Top of Source material

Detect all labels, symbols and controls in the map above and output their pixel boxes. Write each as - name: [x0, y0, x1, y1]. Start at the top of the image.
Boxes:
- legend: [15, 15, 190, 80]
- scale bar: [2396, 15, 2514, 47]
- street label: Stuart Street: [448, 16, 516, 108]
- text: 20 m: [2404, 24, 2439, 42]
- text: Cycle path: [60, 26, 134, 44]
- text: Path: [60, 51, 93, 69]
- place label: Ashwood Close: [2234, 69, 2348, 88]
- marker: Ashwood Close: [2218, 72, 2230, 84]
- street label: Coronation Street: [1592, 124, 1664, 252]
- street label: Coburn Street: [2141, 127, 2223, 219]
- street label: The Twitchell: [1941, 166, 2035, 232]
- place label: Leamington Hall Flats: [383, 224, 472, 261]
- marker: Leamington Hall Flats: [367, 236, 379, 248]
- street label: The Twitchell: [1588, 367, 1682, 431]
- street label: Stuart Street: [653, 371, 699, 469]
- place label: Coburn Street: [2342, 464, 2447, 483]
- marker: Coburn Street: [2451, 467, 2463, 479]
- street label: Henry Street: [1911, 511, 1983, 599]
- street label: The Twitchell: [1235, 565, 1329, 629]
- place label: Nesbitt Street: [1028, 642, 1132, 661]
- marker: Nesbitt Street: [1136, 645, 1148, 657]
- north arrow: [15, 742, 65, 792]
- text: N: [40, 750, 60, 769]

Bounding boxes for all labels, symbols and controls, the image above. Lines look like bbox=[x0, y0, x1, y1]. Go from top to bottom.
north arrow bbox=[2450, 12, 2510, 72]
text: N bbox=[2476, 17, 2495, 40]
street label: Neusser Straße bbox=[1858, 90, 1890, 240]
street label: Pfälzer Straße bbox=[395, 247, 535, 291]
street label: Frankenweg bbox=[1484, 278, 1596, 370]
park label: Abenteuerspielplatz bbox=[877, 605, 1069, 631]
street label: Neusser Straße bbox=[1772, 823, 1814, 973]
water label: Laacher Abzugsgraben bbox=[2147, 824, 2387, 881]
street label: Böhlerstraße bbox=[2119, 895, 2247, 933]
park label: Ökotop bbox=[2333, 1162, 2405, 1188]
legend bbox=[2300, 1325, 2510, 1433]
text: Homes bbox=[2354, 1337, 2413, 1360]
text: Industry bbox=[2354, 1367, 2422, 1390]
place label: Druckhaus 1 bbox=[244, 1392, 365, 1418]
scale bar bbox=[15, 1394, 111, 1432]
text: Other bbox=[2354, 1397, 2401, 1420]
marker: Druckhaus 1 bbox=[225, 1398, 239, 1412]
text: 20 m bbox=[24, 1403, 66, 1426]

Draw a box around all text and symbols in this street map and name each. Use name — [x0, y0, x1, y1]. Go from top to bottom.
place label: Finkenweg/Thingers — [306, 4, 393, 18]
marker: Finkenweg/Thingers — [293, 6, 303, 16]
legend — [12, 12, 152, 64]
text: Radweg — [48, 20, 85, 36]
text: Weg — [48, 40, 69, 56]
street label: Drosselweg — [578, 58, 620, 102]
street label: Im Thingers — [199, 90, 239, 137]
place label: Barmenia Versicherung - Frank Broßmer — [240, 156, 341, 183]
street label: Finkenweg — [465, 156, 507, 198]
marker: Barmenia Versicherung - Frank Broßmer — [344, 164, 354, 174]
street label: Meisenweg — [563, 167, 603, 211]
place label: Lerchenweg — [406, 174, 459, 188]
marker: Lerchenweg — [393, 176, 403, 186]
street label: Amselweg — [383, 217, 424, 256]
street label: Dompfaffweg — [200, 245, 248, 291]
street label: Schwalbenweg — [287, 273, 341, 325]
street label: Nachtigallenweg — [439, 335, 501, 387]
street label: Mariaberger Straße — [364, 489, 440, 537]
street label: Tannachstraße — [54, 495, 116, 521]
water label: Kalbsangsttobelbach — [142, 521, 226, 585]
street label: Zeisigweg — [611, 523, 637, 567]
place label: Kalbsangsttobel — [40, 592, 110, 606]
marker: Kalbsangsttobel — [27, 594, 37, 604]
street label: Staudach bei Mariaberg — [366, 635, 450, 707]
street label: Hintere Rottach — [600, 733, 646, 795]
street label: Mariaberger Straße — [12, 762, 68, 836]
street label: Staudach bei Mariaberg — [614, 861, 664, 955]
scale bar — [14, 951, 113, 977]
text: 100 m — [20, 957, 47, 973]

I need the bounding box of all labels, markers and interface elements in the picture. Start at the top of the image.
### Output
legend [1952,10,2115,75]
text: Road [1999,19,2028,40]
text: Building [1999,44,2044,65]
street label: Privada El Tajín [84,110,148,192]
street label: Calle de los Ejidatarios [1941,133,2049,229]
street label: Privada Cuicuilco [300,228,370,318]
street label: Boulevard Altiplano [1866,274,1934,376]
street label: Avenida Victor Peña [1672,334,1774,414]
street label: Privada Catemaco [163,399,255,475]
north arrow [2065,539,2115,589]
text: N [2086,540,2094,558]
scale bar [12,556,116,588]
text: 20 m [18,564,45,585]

Bottom of Source material

◆ **Work order**: Search the entries for "above" and copy each matching line.

◆ **Task answer**:
Detect all labels, symbols and controls in the map above and output their pixel boxes. Write each as - name: [x0, y0, x1, y1]. Start at the top of the image.
Bounding boxes for all labels, symbols and controls, the image above. Lines look like bbox=[x0, y0, x1, y1]. Go from top to bottom.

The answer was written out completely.